* _Problem_
The response should contain every entry, reproduced exactly.

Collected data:
┏━━
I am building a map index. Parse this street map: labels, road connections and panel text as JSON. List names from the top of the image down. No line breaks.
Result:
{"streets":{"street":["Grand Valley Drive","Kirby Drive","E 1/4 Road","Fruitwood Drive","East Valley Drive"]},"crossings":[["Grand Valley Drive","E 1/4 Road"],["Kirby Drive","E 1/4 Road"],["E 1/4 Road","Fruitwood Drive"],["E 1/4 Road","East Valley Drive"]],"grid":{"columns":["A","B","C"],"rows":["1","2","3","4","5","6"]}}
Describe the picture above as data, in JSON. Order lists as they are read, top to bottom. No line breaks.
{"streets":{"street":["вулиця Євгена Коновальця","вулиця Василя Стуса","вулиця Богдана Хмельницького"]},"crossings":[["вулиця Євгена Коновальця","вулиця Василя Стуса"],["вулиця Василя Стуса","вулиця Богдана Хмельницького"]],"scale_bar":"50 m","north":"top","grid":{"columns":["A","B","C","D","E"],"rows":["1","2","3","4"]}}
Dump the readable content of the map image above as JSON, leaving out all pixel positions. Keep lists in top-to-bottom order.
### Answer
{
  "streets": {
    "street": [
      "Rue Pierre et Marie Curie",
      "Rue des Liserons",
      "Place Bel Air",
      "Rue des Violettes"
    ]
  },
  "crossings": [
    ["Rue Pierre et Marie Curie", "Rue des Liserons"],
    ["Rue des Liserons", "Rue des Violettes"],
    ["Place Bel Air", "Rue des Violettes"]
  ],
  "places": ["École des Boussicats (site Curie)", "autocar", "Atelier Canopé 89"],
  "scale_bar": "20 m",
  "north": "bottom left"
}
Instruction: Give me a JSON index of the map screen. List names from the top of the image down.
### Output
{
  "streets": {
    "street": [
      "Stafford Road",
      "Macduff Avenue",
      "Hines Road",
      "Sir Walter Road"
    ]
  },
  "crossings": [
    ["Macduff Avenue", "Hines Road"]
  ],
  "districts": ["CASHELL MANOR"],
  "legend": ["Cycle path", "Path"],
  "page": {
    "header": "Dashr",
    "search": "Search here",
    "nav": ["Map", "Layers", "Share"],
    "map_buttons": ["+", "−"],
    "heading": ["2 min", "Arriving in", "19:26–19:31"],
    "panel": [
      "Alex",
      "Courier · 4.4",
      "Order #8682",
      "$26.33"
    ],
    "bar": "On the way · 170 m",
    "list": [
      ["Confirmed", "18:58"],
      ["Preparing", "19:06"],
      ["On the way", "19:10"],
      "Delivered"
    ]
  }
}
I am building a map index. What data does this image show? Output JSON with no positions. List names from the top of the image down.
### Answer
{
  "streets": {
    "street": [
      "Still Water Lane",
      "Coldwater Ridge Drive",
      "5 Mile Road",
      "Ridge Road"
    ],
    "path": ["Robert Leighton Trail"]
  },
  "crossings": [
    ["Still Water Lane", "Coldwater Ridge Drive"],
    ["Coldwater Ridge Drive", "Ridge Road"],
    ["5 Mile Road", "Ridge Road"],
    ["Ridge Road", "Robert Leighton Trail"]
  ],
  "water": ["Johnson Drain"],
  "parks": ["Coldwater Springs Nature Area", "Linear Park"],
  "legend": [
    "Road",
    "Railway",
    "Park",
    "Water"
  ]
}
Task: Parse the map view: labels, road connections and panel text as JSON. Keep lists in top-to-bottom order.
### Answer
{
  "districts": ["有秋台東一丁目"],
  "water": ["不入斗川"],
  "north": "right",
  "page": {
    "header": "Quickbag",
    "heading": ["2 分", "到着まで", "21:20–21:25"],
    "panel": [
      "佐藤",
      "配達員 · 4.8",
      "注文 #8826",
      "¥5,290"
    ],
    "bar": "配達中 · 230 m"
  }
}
┗━━
* _Answer to the exercise_
I am building a map index. Parse this street map: labels, road connections and panel text as JSON. List names from the top of the image down. No line breaks.
Result:
{"streets":{"street":["Grand Valley Drive","Kirby Drive","E 1/4 Road","Fruitwood Drive","East Valley Drive"]},"crossings":[["Grand Valley Drive","E 1/4 Road"],["Kirby Drive","E 1/4 Road"],["E 1/4 Road","Fruitwood Drive"],["E 1/4 Road","East Valley Drive"]],"grid":{"columns":["A","B","C"],"rows":["1","2","3","4","5","6"]}}
Describe the picture above as data, in JSON. Order lists as they are read, top to bottom. No line breaks.
{"streets":{"street":["вулиця Євгена Коновальця","вулиця Василя Стуса","вулиця Богдана Хмельницького"]},"crossings":[["вулиця Євгена Коновальця","вулиця Василя Стуса"],["вулиця Василя Стуса","вулиця Богдана Хмельницького"]],"scale_bar":"50 m","north":"top","grid":{"columns":["A","B","C","D","E"],"rows":["1","2","3","4"]}}
Dump the readable content of the map image above as JSON, leaving out all pixel positions. Keep lists in top-to-bottom order.
### Answer
{
  "streets": {
    "street": [
      "Rue Pierre et Marie Curie",
      "Rue des Liserons",
      "Place Bel Air",
      "Rue des Violettes"
    ]
  },
  "crossings": [
    ["Rue Pierre et Marie Curie", "Rue des Liserons"],
    ["Rue des Liserons", "Rue des Violettes"],
    ["Place Bel Air", "Rue des Violettes"]
  ],
  "places": ["École des Boussicats (site Curie)", "autocar", "Atelier Canopé 89"],
  "scale_bar": "20 m",
  "north": "bottom left"
}
Instruction: Give me a JSON index of the map screen. List names from the top of the image down.
### Output
{
  "streets": {
    "street": [
      "Stafford Road",
      "Macduff Avenue",
      "Hines Road",
      "Sir Walter Road"
    ]
  },
  "crossings": [
    ["Macduff Avenue", "Hines Road"]
  ],
  "districts": ["CASHELL MANOR"],
  "legend": ["Cycle path", "Path"],
  "page": {
    "header": "Dashr",
    "search": "Search here",
    "nav": ["Map", "Layers", "Share"],
    "map_buttons": ["+", "−"],
    "heading": ["2 min", "Arriving in", "19:26–19:31"],
    "panel": [
      "Alex",
      "Courier · 4.4",
      "Order #8682",
      "$26.33"
    ],
    "bar": "On the way · 170 m",
    "list": [
      ["Confirmed", "18:58"],
      ["Preparing", "19:06"],
      ["On the way", "19:10"],
      "Delivered"
    ]
  }
}
I am building a map index. What data does this image show? Output JSON with no positions. List names from the top of the image down.
### Answer
{
  "streets": {
    "street": [
      "Still Water Lane",
      "Coldwater Ridge Drive",
      "5 Mile Road",
      "Ridge Road"
    ],
    "path": ["Robert Leighton Trail"]
  },
  "crossings": [
    ["Still Water Lane", "Coldwater Ridge Drive"],
    ["Coldwater Ridge Drive", "Ridge Road"],
    ["5 Mile Road", "Ridge Road"],
    ["Ridge Road", "Robert Leighton Trail"]
  ],
  "water": ["Johnson Drain"],
  "parks": ["Coldwater Springs Nature Area", "Linear Park"],
  "legend": [
    "Road",
    "Railway",
    "Park",
    "Water"
  ]
}
Task: Parse the map view: labels, road connections and panel text as JSON. Keep lists in top-to-bottom order.
### Answer
{
  "districts": ["有秋台東一丁目"],
  "water": ["不入斗川"],
  "north": "right",
  "page": {
    "header": "Quickbag",
    "heading": ["2 分", "到着まで", "21:20–21:25"],
    "panel": [
      "佐藤",
      "配達員 · 4.8",
      "注文 #8826",
      "¥5,290"
    ],
    "bar": "配達中 · 230 m"
  }
}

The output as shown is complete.